榎本 その通りです。どこにいても困っているとクルーがすぐに声をかけてくれるし、食事の際も、よく目を配り、実に良いタイミングで料理を運んできてくれます。名前を覚えてくれることにも感心しますね。各室にバトラーが付くので、さらにきめ細かなサービスが提供されています。
― 日本人は言葉の問題もあり、なかなかバトラーサービスを使いこなせないという方も少なくないようですが。
榎本 彼らはサービスのプロですから、英語が苦手なお客さまがいらしても、全力で要求を理解してくれますのでどうかご心配なく。私など1人で乗船した際、ドレスを着るのに肩が痛くて背中のファスナーが上げられず、助けを求めたことがありました。「マダム、素敵ですよ」と、良い気分にさせてくれることも忘れません(笑)。
― レストランも多いですね。
榎本 このサイズの客船に飲食施設が9カ所というのは驚くべきおもてなしです。そのなかには松久信幸シェフ監修の「ウミウマ」もあります。世界に知られるレストラン「ノブ」の味が楽しめる唯一の海上レストランですから価値があると思いますよ。メインダイニングも、ここだけで十分にご満足いただける質の高さ。このほか、気軽なビュッフェ、ビストロ、大人気のアイスクリームバーなど食の楽しみは尽きません。レストランに行くのが面倒という時はインスイートダイニング(ルームサービス)がおすすめです。メインダイニングのメニューをバトラーがコース料理としてお部屋で提供してくれるので、寛いでお食事ができます。
― ドレスコードについては?
榎本 日中は「カジュアル」で、午後6時以降「イブニングリゾート」になりますが、男性ならネクタイなしでシャツだけでも大丈夫。1航海に1度程度の「フォーマルナイト」は、タキシードを着こなす紳士もいれば、スタンダードなスーツで装う方もおられます。女性はワンピースの方が多いですね。もちろん着飾るのも楽しいと思いますよ。
― 終日航海日のおすすめの過ごし方はありますか?
榎本 ゆったりした船内でお好きな飲み物を片手に思い思いにお過ごしいただければと思いますね。あと、日本プロゴルフ協会所属のプロが乗船していて無料でレッスンをしてくれるので、ゴルフをされる方はぜひ。海上でボールを打つのはとても気持ちがいいですよ。プロのダンサーによるレッスンも大好評です。社交ダンスからサルサまで数日おきに違うジャンルのレッスンがあるので、楽しみにされる方が少なくありません。知らないお客さまとの交流も楽しいのではないでしょうか。
― 航路も独特ですね。
榎本 運航会社のA&Kはもともと富裕層向けアフリカン・リゾートの開発から始まった会社なので、クルーズにもその歴史が生かされていると思います。優雅な乗船体験とともに、クリスタルならではのユニークな航路をお楽しみいただければと思います。

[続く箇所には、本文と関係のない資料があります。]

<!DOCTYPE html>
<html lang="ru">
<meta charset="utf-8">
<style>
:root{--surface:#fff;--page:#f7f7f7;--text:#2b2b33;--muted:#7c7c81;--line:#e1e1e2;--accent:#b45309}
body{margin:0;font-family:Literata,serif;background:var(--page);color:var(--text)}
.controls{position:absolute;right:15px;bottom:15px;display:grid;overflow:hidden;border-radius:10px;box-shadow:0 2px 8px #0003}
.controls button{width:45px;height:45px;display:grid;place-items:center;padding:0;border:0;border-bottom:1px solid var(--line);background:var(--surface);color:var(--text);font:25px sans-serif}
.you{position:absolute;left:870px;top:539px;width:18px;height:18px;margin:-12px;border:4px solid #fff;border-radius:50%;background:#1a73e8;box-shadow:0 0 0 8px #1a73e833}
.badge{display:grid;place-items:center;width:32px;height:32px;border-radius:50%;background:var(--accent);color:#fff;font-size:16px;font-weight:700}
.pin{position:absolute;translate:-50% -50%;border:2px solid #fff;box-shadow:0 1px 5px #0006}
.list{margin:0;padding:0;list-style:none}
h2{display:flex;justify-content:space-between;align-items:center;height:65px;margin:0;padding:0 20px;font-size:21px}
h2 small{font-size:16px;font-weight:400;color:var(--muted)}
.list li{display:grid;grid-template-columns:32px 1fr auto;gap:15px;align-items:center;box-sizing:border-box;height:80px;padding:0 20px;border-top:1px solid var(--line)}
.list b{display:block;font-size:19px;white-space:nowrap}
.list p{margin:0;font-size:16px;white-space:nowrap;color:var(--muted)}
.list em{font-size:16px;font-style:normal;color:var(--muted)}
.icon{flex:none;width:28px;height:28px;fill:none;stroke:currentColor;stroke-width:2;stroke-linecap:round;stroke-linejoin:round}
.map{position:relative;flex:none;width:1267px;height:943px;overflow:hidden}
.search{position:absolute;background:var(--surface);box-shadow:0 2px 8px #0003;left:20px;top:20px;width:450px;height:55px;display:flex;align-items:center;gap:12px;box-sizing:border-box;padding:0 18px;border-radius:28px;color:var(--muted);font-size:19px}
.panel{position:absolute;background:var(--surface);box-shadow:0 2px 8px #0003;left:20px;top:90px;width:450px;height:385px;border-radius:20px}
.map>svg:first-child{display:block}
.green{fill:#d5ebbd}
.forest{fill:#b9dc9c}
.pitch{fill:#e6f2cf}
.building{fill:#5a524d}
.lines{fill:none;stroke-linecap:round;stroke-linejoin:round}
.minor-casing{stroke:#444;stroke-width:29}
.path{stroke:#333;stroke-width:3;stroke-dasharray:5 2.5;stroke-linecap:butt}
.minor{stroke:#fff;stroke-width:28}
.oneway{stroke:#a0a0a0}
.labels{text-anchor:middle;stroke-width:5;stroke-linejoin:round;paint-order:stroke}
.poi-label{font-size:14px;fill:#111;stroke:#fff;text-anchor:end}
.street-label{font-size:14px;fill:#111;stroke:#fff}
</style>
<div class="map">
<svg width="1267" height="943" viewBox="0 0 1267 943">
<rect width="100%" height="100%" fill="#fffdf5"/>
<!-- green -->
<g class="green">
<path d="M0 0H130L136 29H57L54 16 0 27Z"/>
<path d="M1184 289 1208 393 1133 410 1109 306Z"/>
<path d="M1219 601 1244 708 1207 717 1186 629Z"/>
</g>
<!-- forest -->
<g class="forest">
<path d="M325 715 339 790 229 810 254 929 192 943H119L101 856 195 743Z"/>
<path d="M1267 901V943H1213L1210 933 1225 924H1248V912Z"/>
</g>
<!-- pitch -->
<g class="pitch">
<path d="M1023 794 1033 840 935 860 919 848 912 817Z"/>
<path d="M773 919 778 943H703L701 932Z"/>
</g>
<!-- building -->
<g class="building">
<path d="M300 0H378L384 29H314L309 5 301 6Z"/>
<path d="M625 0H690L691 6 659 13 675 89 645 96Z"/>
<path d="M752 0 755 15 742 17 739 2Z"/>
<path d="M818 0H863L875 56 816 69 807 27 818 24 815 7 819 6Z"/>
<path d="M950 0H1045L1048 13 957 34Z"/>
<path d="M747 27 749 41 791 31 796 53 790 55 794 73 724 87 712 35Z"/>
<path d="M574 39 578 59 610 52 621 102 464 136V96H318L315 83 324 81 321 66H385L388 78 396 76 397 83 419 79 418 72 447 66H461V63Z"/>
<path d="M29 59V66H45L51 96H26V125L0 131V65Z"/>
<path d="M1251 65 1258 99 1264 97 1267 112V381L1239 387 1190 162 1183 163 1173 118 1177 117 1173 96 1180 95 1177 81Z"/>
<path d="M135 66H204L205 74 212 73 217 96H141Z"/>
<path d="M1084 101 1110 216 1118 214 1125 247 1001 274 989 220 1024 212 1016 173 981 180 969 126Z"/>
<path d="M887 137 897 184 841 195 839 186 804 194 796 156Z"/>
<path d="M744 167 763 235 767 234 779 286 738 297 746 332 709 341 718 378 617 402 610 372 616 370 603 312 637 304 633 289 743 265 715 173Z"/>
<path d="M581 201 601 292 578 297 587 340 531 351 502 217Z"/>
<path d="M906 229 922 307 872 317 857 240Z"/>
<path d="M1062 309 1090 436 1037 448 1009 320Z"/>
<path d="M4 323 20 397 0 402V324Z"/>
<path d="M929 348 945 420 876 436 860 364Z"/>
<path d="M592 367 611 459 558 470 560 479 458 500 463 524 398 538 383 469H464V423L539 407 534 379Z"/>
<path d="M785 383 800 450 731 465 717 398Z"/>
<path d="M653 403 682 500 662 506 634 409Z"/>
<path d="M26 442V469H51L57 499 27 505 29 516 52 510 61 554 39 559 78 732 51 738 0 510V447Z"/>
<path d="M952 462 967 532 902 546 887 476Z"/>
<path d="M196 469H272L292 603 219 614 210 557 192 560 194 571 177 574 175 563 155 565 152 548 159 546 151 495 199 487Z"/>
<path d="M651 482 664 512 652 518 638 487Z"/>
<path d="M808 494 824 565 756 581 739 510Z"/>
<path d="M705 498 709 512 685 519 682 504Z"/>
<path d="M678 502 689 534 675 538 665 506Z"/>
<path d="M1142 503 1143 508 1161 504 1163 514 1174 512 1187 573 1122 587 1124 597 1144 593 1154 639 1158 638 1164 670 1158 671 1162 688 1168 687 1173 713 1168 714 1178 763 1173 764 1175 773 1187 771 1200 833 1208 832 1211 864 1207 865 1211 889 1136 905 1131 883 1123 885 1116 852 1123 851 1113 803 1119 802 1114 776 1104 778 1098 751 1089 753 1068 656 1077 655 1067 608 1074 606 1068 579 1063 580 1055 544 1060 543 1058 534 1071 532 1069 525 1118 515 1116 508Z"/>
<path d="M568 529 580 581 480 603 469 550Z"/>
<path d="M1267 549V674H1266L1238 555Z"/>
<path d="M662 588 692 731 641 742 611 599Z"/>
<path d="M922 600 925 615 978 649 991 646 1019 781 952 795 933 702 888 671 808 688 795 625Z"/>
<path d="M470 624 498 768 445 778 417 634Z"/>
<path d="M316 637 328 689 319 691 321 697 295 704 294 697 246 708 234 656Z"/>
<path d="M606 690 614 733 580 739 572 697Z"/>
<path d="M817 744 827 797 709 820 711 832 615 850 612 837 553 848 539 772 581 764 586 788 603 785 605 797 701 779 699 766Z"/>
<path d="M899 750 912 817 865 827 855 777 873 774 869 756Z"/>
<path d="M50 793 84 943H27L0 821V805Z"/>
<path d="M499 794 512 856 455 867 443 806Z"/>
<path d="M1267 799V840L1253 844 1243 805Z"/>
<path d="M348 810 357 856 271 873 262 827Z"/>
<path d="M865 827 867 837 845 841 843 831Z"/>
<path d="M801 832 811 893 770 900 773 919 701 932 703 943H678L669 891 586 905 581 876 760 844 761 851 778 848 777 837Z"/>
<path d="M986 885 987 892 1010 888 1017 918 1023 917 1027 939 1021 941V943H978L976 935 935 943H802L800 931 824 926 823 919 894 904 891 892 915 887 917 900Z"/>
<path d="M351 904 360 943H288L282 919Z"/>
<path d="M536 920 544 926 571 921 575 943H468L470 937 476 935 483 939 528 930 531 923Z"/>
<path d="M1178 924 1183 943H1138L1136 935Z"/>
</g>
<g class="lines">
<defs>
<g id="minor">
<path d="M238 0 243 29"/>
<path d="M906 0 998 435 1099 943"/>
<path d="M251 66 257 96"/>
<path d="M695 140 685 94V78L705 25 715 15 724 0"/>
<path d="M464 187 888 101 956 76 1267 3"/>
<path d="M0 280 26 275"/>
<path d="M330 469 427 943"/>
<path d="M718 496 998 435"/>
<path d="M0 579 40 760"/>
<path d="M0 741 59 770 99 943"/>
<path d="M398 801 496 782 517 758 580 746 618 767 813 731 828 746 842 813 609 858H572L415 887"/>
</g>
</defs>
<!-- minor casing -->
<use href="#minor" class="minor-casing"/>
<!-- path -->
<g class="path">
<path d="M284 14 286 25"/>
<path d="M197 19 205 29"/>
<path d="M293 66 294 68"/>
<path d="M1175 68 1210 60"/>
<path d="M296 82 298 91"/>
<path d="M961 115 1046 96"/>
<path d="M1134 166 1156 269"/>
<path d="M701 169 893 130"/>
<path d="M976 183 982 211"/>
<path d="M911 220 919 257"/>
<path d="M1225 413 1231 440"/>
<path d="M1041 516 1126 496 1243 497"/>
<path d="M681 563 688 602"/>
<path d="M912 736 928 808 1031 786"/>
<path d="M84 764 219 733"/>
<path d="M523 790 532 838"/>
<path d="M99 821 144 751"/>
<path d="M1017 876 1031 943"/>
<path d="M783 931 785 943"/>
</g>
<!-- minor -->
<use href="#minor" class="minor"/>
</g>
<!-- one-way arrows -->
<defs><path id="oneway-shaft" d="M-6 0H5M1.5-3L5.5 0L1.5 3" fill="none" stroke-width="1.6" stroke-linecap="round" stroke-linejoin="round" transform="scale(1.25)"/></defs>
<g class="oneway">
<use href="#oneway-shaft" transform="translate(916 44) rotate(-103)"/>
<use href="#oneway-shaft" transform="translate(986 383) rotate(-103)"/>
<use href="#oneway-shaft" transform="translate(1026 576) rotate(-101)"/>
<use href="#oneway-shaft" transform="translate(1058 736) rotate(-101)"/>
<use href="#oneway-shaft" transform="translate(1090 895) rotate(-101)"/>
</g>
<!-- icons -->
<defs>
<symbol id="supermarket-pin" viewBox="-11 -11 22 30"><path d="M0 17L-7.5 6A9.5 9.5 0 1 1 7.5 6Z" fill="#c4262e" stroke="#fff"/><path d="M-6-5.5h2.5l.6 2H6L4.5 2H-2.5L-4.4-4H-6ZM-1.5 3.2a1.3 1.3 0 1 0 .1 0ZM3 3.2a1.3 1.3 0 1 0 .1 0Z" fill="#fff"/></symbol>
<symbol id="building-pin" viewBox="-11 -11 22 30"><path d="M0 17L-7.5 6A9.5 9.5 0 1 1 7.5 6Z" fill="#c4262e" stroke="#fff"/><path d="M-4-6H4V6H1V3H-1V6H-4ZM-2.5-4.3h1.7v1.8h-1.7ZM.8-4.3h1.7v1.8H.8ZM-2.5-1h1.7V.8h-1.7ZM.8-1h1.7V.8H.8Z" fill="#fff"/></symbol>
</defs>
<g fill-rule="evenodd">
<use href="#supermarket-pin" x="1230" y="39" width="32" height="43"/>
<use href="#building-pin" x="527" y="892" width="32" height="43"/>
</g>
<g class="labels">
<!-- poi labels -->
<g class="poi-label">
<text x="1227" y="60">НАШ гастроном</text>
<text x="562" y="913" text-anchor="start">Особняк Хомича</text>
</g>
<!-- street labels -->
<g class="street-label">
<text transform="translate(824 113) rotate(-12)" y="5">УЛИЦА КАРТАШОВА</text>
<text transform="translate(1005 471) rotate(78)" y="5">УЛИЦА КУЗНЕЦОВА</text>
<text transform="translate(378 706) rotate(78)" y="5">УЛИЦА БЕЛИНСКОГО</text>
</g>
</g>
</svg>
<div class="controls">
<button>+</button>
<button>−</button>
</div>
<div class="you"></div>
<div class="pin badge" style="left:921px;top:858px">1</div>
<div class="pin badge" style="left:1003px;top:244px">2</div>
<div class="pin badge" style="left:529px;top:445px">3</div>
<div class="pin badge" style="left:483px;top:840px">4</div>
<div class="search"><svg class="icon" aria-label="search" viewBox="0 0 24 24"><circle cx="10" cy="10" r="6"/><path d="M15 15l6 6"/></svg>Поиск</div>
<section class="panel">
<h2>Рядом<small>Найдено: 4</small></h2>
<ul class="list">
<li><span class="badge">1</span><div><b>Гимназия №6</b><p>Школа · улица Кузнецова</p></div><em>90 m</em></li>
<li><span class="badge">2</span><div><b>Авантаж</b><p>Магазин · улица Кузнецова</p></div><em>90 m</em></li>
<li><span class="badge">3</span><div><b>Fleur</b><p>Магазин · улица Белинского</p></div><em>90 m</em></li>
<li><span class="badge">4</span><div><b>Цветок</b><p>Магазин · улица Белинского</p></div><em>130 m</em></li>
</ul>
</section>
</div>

ロビーに足を踏み入れて最初に驚いたのは、天井から流れる滝。船内にはゆったり優雅な雰囲気が漂っていました。各所に椅子が配置されているので、お気に入りの場所もすぐに見つかりそうです。船が大きすぎないので歩きやすく、施設の場所もすぐに覚えられ、当社のお客さまにとってもほど良いサイズ感ではないかと思います。2023年の改装だけあって、船内の柱にタッチパネル式の船内新聞が設置されているなど、使い勝手の良さも随所で感じました。
各施設は華美でなく落ち着いた感じ。最も印象に残ったのは客室です。見学した「サファイア・ベランダ・スイート」と「アクアマリン・ベランダ・スイート」には洗面台が2台備えられていて、ご夫婦で参加されるお客さまなどにはとても便利そう。「サファイア・ベランダ・スイート」のシャワーブースは広いうえに腰かけられるスペースがあるので、ゆっくりお使いいただけるのでないでしょうか。
レストランはバラエティ豊かです。数が多いだけでなく、どこもおいしそうで魅力的。私は最上階のラウンジ「パームコート」でアフタヌーンティーをいただきましたが、見晴らしの良い場所での幸せなひと時を過ごせました。そして最大の注目は、「ノブ」こと松久信幸シェフが監修する「ウミウマ」。松久シェフの店は世界中どこも予約が大変と聞きますが、この船に乗れば、予約も簡単なうえ追加料金もなし。同船の価値をあらためて感じた見学会でした。